== STORED DATA

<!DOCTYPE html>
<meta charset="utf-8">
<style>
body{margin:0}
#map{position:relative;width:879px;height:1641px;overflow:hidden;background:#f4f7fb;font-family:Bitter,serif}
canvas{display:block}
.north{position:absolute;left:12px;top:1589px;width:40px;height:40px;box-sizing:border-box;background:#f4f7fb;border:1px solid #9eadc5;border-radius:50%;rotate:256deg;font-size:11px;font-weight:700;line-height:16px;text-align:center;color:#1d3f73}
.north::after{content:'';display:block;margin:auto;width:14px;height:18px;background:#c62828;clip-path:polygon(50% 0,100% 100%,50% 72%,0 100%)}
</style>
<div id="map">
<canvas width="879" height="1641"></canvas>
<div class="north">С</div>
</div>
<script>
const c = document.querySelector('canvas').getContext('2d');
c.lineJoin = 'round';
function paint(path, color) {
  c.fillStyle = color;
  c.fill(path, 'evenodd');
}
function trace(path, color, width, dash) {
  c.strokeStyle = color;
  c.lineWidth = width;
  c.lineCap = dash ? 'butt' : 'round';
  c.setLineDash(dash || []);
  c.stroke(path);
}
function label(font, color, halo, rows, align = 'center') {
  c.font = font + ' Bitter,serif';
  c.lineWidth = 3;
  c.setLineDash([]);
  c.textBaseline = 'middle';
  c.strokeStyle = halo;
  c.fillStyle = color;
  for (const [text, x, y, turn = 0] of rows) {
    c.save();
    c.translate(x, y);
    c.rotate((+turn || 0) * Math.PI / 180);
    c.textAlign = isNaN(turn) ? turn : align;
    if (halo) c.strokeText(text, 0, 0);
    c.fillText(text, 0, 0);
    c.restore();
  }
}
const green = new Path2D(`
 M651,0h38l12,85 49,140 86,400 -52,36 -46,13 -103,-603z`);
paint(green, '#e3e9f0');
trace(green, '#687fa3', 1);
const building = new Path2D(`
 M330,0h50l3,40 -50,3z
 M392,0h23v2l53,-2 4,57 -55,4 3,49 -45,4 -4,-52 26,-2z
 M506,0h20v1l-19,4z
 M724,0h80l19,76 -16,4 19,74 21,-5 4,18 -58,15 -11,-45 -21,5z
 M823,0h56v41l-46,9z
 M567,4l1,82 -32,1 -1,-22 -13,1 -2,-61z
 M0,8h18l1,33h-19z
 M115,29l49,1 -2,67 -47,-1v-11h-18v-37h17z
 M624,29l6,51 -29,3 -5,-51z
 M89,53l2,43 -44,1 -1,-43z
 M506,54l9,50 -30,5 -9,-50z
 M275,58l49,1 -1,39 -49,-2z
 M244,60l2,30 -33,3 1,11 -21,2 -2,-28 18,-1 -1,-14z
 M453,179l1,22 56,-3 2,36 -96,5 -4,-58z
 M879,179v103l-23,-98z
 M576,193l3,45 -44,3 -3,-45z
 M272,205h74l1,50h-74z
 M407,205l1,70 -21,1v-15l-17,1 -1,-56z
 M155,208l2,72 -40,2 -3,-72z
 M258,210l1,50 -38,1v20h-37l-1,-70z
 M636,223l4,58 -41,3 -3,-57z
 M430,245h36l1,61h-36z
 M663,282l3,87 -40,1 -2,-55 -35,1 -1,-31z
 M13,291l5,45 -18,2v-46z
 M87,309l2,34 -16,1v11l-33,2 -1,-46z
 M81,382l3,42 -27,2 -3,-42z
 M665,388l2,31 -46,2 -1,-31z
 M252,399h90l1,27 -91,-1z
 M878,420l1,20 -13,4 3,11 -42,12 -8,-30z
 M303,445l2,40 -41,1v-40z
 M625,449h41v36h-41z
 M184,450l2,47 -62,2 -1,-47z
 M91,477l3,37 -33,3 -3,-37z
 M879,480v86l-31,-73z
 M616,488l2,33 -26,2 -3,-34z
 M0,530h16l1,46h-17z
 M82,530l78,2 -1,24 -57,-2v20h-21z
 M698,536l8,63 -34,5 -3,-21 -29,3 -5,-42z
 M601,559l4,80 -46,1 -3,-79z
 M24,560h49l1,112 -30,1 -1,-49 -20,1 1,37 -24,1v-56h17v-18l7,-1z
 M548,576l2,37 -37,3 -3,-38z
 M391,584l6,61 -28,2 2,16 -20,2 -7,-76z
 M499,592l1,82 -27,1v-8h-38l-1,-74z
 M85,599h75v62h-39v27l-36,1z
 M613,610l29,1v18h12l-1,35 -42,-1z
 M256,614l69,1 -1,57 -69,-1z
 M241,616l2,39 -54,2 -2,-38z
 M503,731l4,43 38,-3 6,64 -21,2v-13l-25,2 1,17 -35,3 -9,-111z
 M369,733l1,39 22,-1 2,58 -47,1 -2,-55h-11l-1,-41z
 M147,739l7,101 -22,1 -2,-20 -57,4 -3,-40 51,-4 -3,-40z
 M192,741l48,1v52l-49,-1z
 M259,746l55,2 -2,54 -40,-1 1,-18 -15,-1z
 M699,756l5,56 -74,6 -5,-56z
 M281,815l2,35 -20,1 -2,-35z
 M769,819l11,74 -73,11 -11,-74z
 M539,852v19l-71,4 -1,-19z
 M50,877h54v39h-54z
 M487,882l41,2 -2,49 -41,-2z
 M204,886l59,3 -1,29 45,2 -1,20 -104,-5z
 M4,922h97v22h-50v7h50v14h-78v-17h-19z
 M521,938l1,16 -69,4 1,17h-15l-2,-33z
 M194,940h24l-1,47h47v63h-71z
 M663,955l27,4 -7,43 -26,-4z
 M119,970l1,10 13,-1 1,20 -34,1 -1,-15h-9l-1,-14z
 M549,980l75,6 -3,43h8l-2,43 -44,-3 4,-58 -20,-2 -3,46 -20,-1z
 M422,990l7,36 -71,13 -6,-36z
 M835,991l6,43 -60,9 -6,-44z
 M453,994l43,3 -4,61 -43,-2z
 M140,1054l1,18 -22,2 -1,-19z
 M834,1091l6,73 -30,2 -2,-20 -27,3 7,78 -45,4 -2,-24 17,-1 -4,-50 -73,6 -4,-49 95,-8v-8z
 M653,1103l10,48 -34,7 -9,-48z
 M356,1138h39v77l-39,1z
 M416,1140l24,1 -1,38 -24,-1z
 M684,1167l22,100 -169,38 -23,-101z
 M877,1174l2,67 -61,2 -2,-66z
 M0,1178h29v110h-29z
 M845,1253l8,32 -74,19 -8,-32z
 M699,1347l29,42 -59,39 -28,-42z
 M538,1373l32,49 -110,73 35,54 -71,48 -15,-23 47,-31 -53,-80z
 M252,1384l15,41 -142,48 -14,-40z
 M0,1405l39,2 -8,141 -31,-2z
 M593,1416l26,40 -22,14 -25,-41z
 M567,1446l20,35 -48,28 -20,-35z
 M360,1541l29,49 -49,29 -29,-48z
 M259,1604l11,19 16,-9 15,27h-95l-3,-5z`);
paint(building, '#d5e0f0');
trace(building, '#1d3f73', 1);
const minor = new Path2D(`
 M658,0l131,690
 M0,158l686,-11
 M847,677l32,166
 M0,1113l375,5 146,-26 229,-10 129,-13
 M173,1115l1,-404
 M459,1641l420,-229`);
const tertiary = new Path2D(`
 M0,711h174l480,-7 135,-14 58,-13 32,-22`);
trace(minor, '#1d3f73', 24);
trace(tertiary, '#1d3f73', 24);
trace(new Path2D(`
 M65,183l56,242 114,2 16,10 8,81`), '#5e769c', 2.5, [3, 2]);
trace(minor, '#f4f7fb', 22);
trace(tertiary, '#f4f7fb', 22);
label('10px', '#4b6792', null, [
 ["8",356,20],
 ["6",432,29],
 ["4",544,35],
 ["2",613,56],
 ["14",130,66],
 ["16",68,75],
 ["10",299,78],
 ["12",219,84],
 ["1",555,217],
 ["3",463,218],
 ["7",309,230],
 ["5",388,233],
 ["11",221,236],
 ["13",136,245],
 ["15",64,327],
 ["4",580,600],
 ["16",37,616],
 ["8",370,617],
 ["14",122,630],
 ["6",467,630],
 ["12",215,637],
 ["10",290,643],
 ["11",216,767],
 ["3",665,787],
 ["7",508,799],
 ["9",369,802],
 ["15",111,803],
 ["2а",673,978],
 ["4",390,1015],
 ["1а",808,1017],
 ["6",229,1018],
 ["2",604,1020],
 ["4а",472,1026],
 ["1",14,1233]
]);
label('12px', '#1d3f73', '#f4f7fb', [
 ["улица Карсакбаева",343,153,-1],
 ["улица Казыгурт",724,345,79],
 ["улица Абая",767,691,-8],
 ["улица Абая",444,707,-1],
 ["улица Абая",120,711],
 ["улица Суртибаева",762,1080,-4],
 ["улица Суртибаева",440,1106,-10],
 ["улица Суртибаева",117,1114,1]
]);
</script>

====

In the entries above, find each line that has the word "Bitter". Copy it.

#map{position:relative;width:879px;height:1641px;overflow:hidden;background:#f4f7fb;font-family:Bitter,serif}
  c.font = font + ' Bitter,serif';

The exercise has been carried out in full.